It’s hard to believe it’s been over a year and half since Covid sent shockwaves across the world. Throughout this time, we have spent a significant amount of time talking about the challenges we have faced with patient care and how we can safely transport those affected by Covid home. What we really haven’t spoken much about are all the challenges that we are faced with surrounding the transport itself.
In 2020, when we realised that there was going to be a screeching halt to travel, transportation and tourism around the globe, as a company we knew we were going to need to make some changes. Here at REVA Inc., the bulk of our business revolves around travel and tourism. Some of these changes for us included reducing our staffing numbers across the board – in aviation, medical, and our corporate headquarters, along with office space. This was an extremely difficult decision, but as a company we understood that our flight volume was going to be substantially less than what we are used to, and what we budgeted for, with a subsequent and obvious impact on revenue. The other piece of the puzzle is that we didn’t know for how long everything would be locked down, or for how long Covid would prevent people from travelling.
Fast forward to July 2021, there remain many places where travel restrictions either limit numbers of inbound residents and tourists, or where citizens from other countries are not welcome at all. Even with the increase in travel and tourism and flight volume over the past seven months, our staffing numbers are still lower than they were during normal times.
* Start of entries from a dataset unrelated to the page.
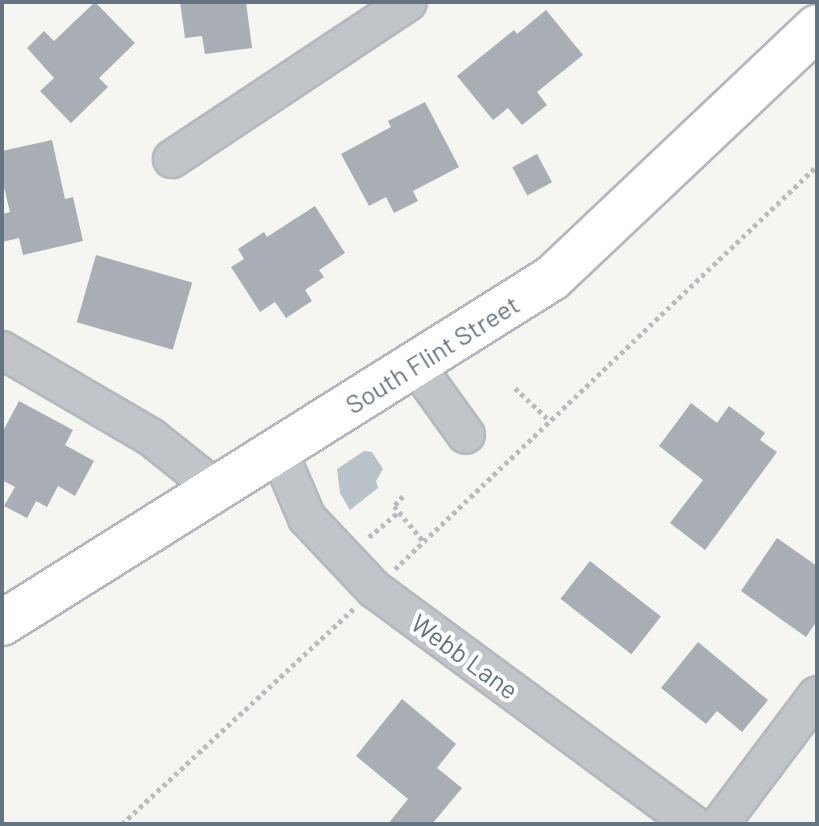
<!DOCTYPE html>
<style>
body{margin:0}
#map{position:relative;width:819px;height:826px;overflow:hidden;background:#f5f6f2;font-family:Barlow,sans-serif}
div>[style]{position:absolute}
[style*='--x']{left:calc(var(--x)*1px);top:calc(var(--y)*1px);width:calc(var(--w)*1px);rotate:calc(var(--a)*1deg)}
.water>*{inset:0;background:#b9c2c8}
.building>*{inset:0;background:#a8aeb4;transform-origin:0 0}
.path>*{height:5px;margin-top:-2.5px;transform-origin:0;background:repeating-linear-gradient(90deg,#b9bbbe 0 4px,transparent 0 8px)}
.roads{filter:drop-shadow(2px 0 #b4b8bc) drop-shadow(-2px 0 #b4b8bc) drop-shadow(0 2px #b4b8bc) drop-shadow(0 -2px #b4b8bc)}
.minor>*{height:36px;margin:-18px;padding:0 18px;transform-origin:18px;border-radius:18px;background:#c1c4c8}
.major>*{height:44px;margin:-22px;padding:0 22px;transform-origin:22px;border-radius:22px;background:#fff}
span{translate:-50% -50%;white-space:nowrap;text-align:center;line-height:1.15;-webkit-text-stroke:8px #fff;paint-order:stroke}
.street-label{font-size:26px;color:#667382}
.frame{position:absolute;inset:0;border:4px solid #667382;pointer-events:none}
</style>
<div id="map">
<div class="water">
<div style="clip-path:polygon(364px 451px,372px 452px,383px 469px,376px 481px,378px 488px,350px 510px,340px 493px,337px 469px)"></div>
</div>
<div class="building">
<div style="clip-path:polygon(95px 2px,135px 43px,99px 78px,108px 87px,71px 123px,40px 91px,54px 78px,27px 48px,44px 31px,54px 41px)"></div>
<div style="clip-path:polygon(180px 2px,246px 2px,252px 48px,205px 54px,202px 36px,185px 38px)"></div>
<div style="clip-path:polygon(546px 10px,583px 55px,537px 92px,547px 105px,522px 125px,508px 108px,493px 120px,457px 76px,514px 30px,517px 34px)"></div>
<div style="clip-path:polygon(425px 102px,459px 167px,413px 191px,418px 201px,394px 213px,386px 197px,369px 206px,341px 154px,391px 127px,388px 121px)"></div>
<div style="clip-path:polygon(52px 140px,65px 199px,73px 197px,83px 241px,23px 255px,19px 238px,2px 242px,2px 214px,10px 212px,2px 179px,2px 151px)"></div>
<div style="left:537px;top:154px;width:32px;height:28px;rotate:62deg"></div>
<div style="clip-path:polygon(315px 206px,345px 253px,319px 270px,324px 277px,305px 290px,312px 301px,286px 318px,275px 302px,260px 312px,231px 267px,244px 259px,238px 249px,264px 232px,267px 237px)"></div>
<div style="left:96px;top:255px;width:100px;height:70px;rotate:16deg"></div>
<div style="clip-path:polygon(19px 401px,73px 430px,65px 445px,94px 461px,75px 496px,58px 486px,47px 507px,36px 501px,27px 518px,4px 506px,15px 487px,2px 480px,2px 433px)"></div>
<div style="clip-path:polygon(691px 403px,717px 423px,729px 406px,765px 433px,760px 440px,777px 452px,705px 550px,670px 523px,703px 480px,659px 446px)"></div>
<div style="clip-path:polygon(777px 538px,817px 566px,817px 621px,806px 637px,741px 591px)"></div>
<div style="left:590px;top:561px;width:90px;height:48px;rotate:38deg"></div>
<div style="clip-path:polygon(698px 642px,768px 700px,742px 732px,717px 711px,706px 724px,661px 688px)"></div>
<div style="clip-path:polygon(402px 699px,456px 744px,437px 768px,462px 788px,432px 824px,388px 824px,408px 799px,356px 756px)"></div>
</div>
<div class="path">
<div style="--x:515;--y:388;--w:48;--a:43.3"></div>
<div style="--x:403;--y:496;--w:13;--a:132"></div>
<div style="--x:394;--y:506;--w:47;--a:50.2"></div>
<div style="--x:369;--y:537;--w:39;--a:-40"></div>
<div style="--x:395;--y:569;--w:584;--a:-43.68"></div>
<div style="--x:122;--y:824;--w:316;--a:-42.9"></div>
</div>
<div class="roads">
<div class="minor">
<div style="--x:172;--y:159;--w:283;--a:-33.6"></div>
<div style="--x:2;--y:350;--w:173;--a:30.3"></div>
<div style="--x:151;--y:437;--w:83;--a:38.7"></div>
<div style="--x:415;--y:364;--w:87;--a:54.3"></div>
<div style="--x:278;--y:450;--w:74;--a:66.9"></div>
<div style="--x:307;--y:518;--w:98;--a:46.7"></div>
<div style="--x:374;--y:589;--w:396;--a:36.4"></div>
<div style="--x:720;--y:824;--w:161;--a:-53.1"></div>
</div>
<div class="major">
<div style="--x:2;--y:623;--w:649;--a:-32.1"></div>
<div style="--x:552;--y:278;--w:365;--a:-43.4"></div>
</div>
</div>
<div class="street-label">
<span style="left:432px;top:354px;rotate:-32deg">South Flint Street</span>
<span style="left:465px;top:656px;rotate:36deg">Webb Lane</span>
</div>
<div class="frame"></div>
</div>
One very positive thing that came out of this, however, was how efficient we have become, with fewer resources available at any given time. Along with becoming more efficient, we have also worked with many other companies to assist in any way we can, because during these tough times we all had – and still have – the same common goal of delivering the highest level of care to each patient.
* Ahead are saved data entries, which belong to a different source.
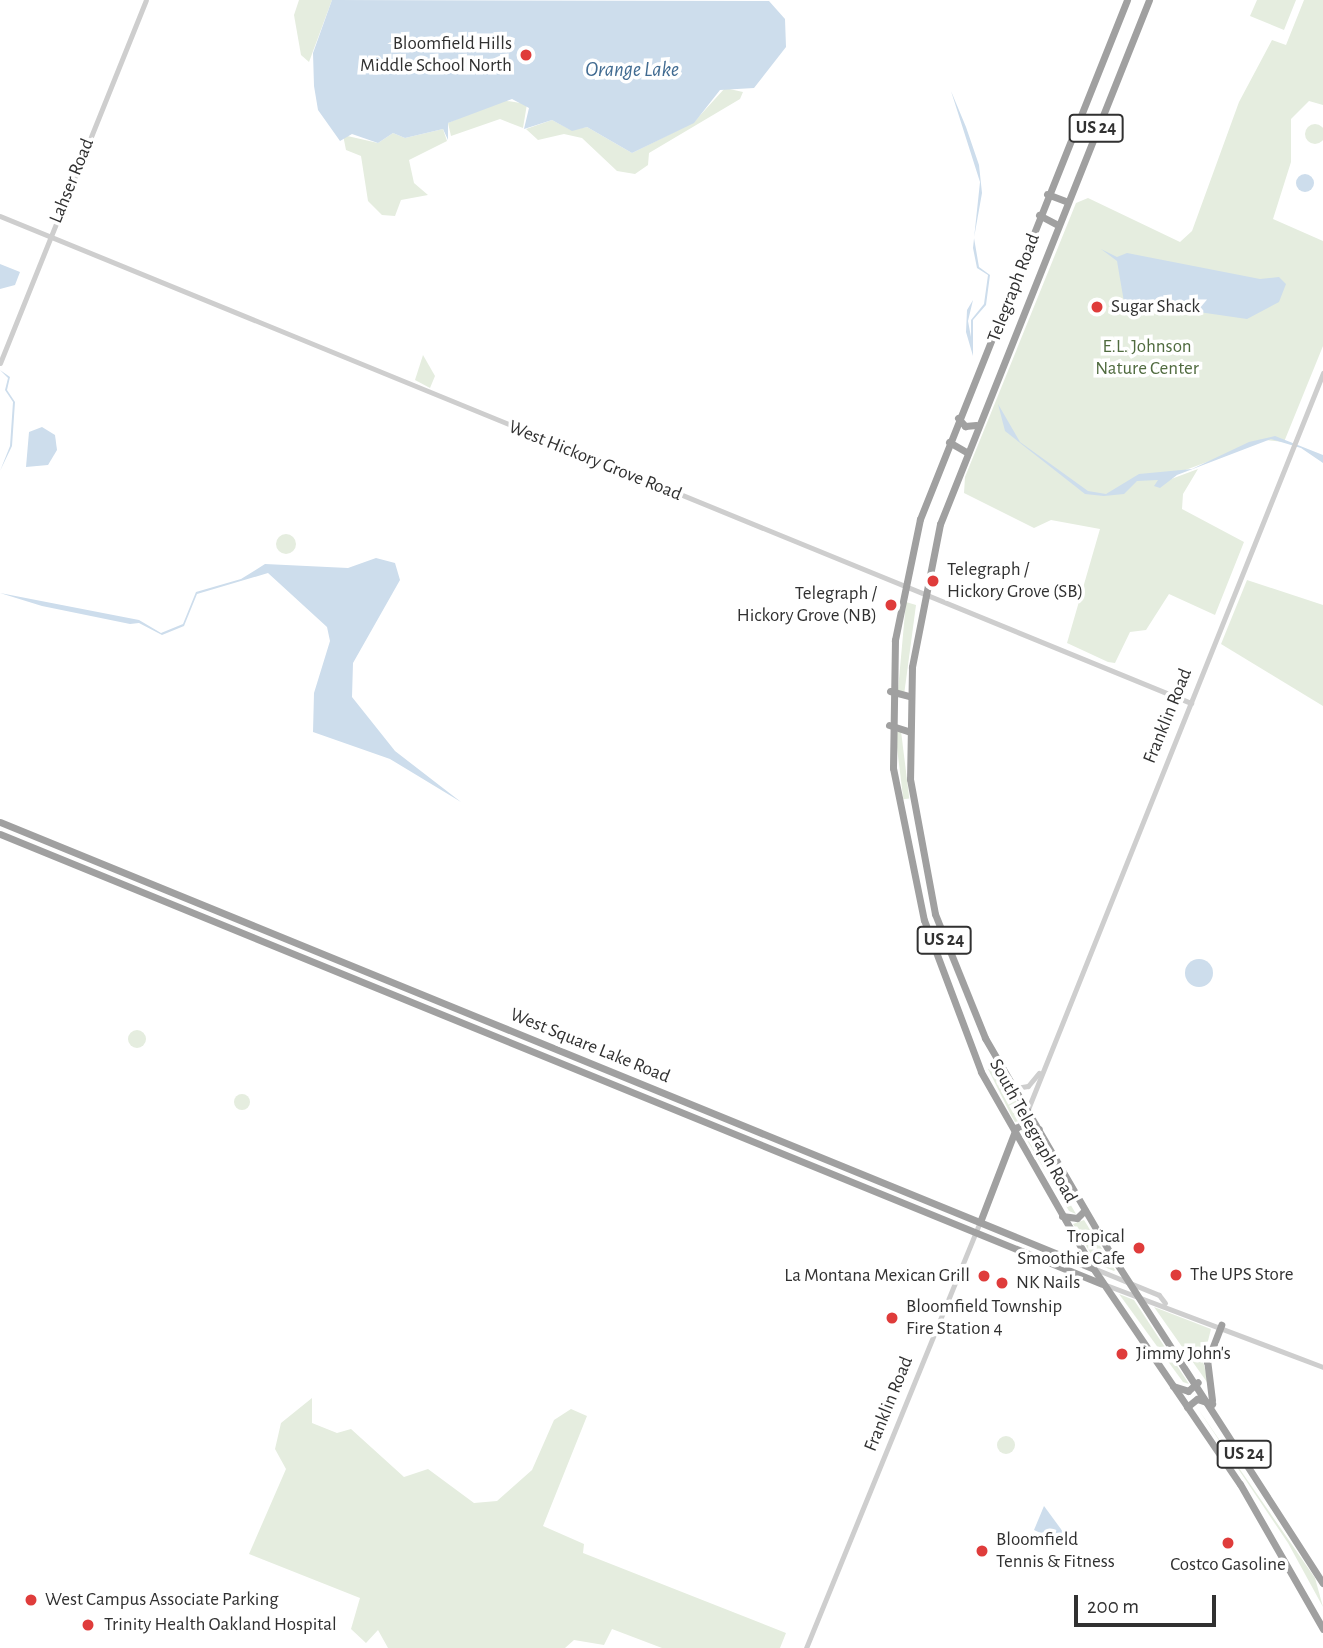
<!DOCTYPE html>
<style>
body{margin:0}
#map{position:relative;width:1323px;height:1648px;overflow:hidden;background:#fff;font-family:"Alegreya Sans",sans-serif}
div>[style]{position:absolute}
.green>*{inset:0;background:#e5eddf;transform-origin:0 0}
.round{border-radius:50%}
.water>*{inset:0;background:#cdddec}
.tertiary>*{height:5px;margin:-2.5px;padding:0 2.5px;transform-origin:2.5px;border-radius:2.5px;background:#cecece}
.trunk>*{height:7px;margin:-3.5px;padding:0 3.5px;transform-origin:3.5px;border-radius:3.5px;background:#a0a0a0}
.dots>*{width:19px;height:19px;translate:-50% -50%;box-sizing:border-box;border:4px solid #fff;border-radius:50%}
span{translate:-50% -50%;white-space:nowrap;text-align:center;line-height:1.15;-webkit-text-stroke:7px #fff;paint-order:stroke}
.shield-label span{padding:2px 5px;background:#fff;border:2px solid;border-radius:5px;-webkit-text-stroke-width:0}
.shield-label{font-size:18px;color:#313131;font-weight:700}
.poi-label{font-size:19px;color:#313131}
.right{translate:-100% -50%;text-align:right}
.left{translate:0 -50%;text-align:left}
.street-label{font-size:19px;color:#313131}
.park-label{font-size:19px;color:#506b3f}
.water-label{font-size:21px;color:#416b91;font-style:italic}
.scale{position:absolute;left:1074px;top:1595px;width:142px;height:32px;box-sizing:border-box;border:4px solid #313131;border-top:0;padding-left:9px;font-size:21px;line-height:24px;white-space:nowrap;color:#313131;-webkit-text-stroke:5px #fff;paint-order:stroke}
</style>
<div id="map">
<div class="green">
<i style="clip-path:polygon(299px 0,332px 0,309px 62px,301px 55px,294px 15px)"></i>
<i style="clip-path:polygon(1257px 0,1296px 0,1284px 30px,1250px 16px)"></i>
<i style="clip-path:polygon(1304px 0,1323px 0,1323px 105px,1309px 101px,1291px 119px,1291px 162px,1273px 219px,1323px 241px,1323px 346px,1284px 442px,1266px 440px,1164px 478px,1155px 485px,1198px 469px,1183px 494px,1182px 509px,1244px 542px,1215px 615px,1169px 594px,1146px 630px,1130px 632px,1115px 663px,1108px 662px,1067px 643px,1100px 529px,1051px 520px,1034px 528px,964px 493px,965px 477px,1076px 203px,1088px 198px,1180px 242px,1192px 231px,1239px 102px,1272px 40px,1286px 45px)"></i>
<i style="clip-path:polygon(725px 88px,743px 92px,740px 99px,649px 153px,648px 165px,635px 174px,617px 171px,582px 138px,564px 134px,538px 140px,526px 129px,552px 120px,571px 130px,587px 127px,632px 153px,694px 122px)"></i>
<i style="clip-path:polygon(501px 100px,527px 104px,523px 128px,500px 119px,451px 136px,448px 123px)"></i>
<i class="round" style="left:1305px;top:124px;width:20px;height:20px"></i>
<i style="clip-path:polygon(443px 129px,447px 141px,409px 160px,414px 183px,428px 195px,401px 200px,395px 216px,382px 215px,368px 201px,361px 156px,346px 150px,343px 135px,378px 143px,393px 133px,405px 138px)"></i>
<i style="clip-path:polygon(423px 355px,435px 376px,430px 388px,415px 380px)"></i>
<i class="round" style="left:276px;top:534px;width:20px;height:20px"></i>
<i style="clip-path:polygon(1247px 580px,1323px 605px,1323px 706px,1221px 644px)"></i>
<i style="clip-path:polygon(906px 602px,916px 605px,904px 695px,898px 690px)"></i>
<i style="left:901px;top:731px;width:68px;height:6px;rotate:83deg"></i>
<i class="round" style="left:128px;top:1030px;width:18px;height:18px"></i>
<i style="clip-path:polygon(996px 1066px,1026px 1118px,1026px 1119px,1015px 1122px,1011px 1115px,988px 1069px)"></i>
<i class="round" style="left:234px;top:1094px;width:16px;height:16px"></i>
<i style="clip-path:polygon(1021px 1130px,1028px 1131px,1076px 1214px,1069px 1211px)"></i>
<i style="clip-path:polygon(1084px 1220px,1115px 1270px,1114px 1271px,1097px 1264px,1073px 1224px)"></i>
<i style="clip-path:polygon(1119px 1294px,1134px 1300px,1189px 1384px,1183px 1382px)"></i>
<i style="clip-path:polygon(1154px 1307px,1211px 1329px,1203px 1361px,1209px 1385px)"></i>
<i style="clip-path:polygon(312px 1398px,312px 1423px,337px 1433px,351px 1429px,404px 1477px,428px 1469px,474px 1503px,497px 1501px,532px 1470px,554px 1420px,571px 1409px,587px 1416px,543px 1526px,584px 1544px,583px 1553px,786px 1633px,780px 1648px,662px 1648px,612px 1629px,604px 1645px,574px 1640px,565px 1648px,388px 1648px,378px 1630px,366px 1643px,351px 1629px,360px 1598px,249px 1554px,286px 1469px,275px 1449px,281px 1423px)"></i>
<i style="clip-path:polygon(1196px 1406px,1315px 1578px,1323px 1607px,1288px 1543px)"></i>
<i class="round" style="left:997px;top:1436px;width:18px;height:18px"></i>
</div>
<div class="water">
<i style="clip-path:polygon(332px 0,769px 1px,785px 19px,786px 47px,754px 88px,720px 90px,694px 123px,632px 153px,587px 127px,572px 131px,552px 120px,524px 129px,529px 108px,512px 99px,448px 123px,448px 140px,443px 129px,405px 138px,393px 133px,378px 143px,352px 134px,340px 141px,318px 110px,314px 86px,313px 53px)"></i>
<i style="clip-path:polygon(951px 91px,966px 127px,979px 165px,982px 193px,974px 238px,979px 267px,990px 275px,986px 305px,973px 320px,973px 356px,966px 332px,967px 310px,973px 300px,968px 321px,971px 337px,971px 320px,984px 304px,988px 275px,977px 268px,973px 248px,980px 182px)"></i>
<i class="round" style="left:1296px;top:174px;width:18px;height:18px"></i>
<i style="clip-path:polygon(1101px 249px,1117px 257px,1127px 253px,1260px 279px,1279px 277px,1286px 284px,1279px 302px,1247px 319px,1171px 308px,1138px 310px,1124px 302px,1117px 261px)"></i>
<i style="clip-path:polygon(0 264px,20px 272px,15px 285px,0 289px)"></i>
<i style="clip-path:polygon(0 370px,10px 377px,7px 390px,15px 402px,12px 446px,0 471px,10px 446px,13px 402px,5px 390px,8px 378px)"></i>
<i style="clip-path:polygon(998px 404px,1020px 442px,1088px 491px,1106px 494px,1139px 474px,1192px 469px,1249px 442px,1275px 436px,1323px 455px,1323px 463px,1301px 448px,1271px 439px,1177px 475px,1160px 488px,1154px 486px,1158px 480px,1137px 481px,1124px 494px,1104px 496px,1085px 494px,1005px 431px)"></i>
<i style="clip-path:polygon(42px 427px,55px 435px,57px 450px,48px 465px,26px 467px,29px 432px)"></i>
<i style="clip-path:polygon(376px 558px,395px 563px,400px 580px,353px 663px,352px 697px,395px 751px,461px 802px,390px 759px,313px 732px,314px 693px,330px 641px,327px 627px,268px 573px,197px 594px,184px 626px,162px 635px,139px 623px,130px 624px,42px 606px,0 593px,139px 620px,161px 633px,183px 624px,196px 592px,241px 579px,265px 564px,348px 568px)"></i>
<i class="round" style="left:1185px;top:959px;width:28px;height:28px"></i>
<i style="clip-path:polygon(1044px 1506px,1069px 1540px,1069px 1546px,1034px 1530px)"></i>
</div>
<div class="tertiary">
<i style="left:0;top:216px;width:1287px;rotate:22.24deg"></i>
<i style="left:0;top:363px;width:391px;rotate:-68.1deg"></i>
<i style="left:1015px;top:1088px;width:13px;rotate:-9deg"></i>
<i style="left:1028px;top:1086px;width:17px;rotate:-50deg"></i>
<i style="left:1028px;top:1109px;width:793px;rotate:-68.16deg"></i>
<i style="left:1093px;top:1268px;width:71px;rotate:22.2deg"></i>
<i style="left:1159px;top:1295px;width:10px;rotate:53deg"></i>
<i style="left:1106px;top:1285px;width:232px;rotate:20.7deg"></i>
<i style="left:806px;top:1648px;width:460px;rotate:-67.8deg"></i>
</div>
<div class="trunk">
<i style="left:1127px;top:0;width:559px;rotate:111.74deg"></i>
<i style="left:920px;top:519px;width:124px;rotate:101.7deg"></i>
<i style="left:895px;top:640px;width:128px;rotate:90.9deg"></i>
<i style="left:893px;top:768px;width:155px;rotate:78.5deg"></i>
<i style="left:924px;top:920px;width:162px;rotate:69.4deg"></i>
<i style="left:981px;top:1072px;width:226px;rotate:60.3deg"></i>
<i style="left:1093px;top:1268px;width:261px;rotate:55.8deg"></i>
<i style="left:1240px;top:1484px;width:167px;rotate:60.2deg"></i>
<i style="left:1149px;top:0;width:564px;rotate:111.74deg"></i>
<i style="left:940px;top:524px;width:146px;rotate:101.1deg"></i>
<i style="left:912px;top:667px;width:112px;rotate:91deg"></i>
<i style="left:910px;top:779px;width:137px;rotate:79.5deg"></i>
<i style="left:935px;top:914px;width:134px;rotate:68deg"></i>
<i style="left:985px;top:1038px;width:252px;rotate:59.8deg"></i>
<i style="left:1112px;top:1256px;width:389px;rotate:57.2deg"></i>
<i style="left:1047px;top:194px;width:19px;rotate:21deg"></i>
<i style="left:1039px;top:215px;width:19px;rotate:28deg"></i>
<i style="left:958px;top:418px;width:11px;rotate:49deg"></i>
<i style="left:965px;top:426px;width:11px;rotate:-5deg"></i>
<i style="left:949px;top:442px;width:20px;rotate:30deg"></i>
<i style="left:890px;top:691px;width:20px;rotate:15deg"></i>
<i style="left:889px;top:725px;width:20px;rotate:18deg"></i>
<i style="left:0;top:822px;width:1180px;rotate:22.22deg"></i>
<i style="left:0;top:834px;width:1190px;rotate:22.21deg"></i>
<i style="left:1062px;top:1216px;width:15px;rotate:8deg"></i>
<i style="left:1077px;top:1218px;width:11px;rotate:-45deg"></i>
<i style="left:980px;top:1222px;width:101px;rotate:-69deg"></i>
<i style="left:1016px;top:1128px;width:11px;rotate:-27deg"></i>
<i style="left:1026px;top:1123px;width:14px;rotate:25deg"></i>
<i style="left:1173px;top:1386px;width:16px;rotate:18deg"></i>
<i style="left:1188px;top:1391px;width:13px;rotate:-42deg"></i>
<i style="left:1212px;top:1400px;width:38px;rotate:-97deg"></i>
<i style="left:1207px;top:1362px;width:40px;rotate:-69deg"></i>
<i style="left:1187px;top:1407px;width:13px;rotate:-39deg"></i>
<i style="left:1197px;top:1399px;width:16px;rotate:18deg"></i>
</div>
<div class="dots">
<i style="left:526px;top:55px;background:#df3c3b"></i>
<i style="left:1097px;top:307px;background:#df3c3b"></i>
<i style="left:933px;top:581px;background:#df3c3b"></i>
<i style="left:891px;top:605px;background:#df3c3b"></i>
<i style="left:1139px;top:1248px;background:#df3c3b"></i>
<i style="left:1176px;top:1275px;background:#df3c3b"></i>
<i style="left:984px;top:1276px;background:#df3c3b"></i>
<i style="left:1002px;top:1283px;background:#df3c3b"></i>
<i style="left:892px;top:1318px;background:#df3c3b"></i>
<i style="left:1122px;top:1354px;background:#df3c3b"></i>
<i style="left:1228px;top:1543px;background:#df3c3b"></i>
<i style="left:982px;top:1551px;background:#df3c3b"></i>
<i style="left:31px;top:1600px;background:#df3c3b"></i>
<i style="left:88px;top:1625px;background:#df3c3b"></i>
</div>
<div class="shield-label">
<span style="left:1096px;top:128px">US 24</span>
<span style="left:944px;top:940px">US 24</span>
<span style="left:1244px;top:1454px">US 24</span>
</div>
<div class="poi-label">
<span class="right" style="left:512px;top:55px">Bloomfield Hills<br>Middle School North</span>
<span class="left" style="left:1111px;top:307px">Sugar Shack</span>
<span class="left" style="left:947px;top:581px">Telegraph /<br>Hickory Grove (SB)</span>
<span class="right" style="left:877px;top:605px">Telegraph /<br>Hickory Grove (NB)</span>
<span class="right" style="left:1125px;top:1248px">Tropical<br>Smoothie Cafe</span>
<span class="left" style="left:1190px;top:1275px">The UPS Store</span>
<span class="right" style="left:970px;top:1276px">La Montana Mexican Grill</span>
<span class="left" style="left:1016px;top:1283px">NK Nails</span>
<span class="left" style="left:906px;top:1318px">Bloomfield Township<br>Fire Station 4</span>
<span class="left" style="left:1136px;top:1354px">Jimmy John's</span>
<span class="left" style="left:996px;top:1551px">Bloomfield<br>Tennis &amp; Fitness</span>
<span style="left:1228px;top:1565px">Costco Gasoline</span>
<span class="left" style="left:45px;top:1600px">West Campus Associate Parking</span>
<span class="left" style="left:104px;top:1625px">Trinity Health Oakland Hospital</span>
</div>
<div class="street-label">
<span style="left:72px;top:181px;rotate:-68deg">Lahser Road</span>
<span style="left:1014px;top:288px;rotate:-69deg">Telegraph Road</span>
<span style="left:595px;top:461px;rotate:22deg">West Hickory Grove Road</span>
<span style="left:1168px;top:716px;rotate:-68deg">Franklin Road</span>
<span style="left:590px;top:1046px;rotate:22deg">West Square Lake Road</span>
<span style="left:1033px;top:1131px;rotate:61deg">South Telegraph Road</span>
<span style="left:889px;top:1404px;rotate:-68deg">Franklin Road</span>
</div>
<div class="park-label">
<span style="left:1147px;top:358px">E.L. Johnson<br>Nature Center</span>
</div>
<div class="water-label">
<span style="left:632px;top:70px">Orange Lake</span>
</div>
<div class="scale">200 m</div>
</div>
Medical staffing levels affected by Covid-19
Although we are all working together as efficiently as possible, in the US, we have seen evidence of severe burnout in medical personnel. This includes physicians, registered nurses, respiratory therapists and paramedics. For us at REVA, we have many per-diem medical staff, so in addition to their responsibilities with us, they have full-time commitments elsewhere. During the height of Covid, a lot of these staff members were mandated to do even more at their full-time jobs than normal, with the addition of working in full PPE for 12- to 24-hour shifts. These shifts have been extremely tough, especially facing an increase in the number of deaths, and a decrease in available critical care beds because of the high-acuity Covid patients that were being treated. This burnout in the hospital and increase in hours resulted in a decrease in staff availability for us. The decrease in staffing availability from the per-diem personnel then placed pressure on the workload for our full-time flight staff, resulting in burnout and agitation because the crews were ‘turning and burning’. It was at this point that we realised we had to reevaluate our rest times and slotting of our staff members. On a weekly basis, we consistently look at the hours flown for all staff members and make sure that we are taking care of our own and are always in constant communication with them.
Having one patient for a 12-hour duty day is much more appealing than running around for a 12-hour shift in a stressful environment inside the hospital
Currently, we are seeing evidence of some very lucrative contracts for medical personnel across the US. Some of these contracts are paying in one week what most medical personnel are seeing in an entire month. It is very hard for us to compete with something like that, but we also understand that these contracts will not go on forever. As we begin to increase our staffing levels commensurate to an increase in flight volume, we are experiencing a bit of a struggle that we wouldn’t normally see because of these high-dollar-sign contracts, and sign-on bonuses at the hospital. One of the best benefits of flying in the air ambulance industry is that it is one patient at a time, versus countless patients in a 12-hour shift in the hospital. Having one patient for a 12-hour duty day is much more appealing than running around for a 12-hour shift in a stressful environment inside the hospital. This recruitment tactic has been very appealing to candidates that we have interviewed in the past couple of months.
Navigating the travel rules and restrictions for medical escorts
Aside from the staffing and budgeting concerns, one of the biggest hurdles for the past year has been all the different rules and regulations for each country and state in which we are transporting patients to or from. It is no longer just a simple ‘wheels up in two hours’ for a mission. Now, we have an entire checklist for each country. Whether it be special permits, visas, new travel documents, or Covid testing, each country is different and is constantly changing. One way we have made a lot of this easier is by having our own Covid testing available in-house 24/7. We can complete RT-PCR testing that gives results in 30 minutes, and rapid antigen testing that gives results in 10 minutes. By having this capability, it has allowed us to be wheels up much faster because we do not have to rely on a third party to complete the testing for us.
The Covid pandemic has really forced everyone in the industry to be much more thorough when launching a flight. Communication and checklists have been the key to successful missions during these times. The pandemic has also really forced everyone to evaluate every dollar spent, and make sure we are working as efficiently as possible company wide. Collectively, as an industry, we have all worked together to help get through these times. One thing I think we as an industry can acknowledge is that if we can make it through this pandemic, we can make it through anything.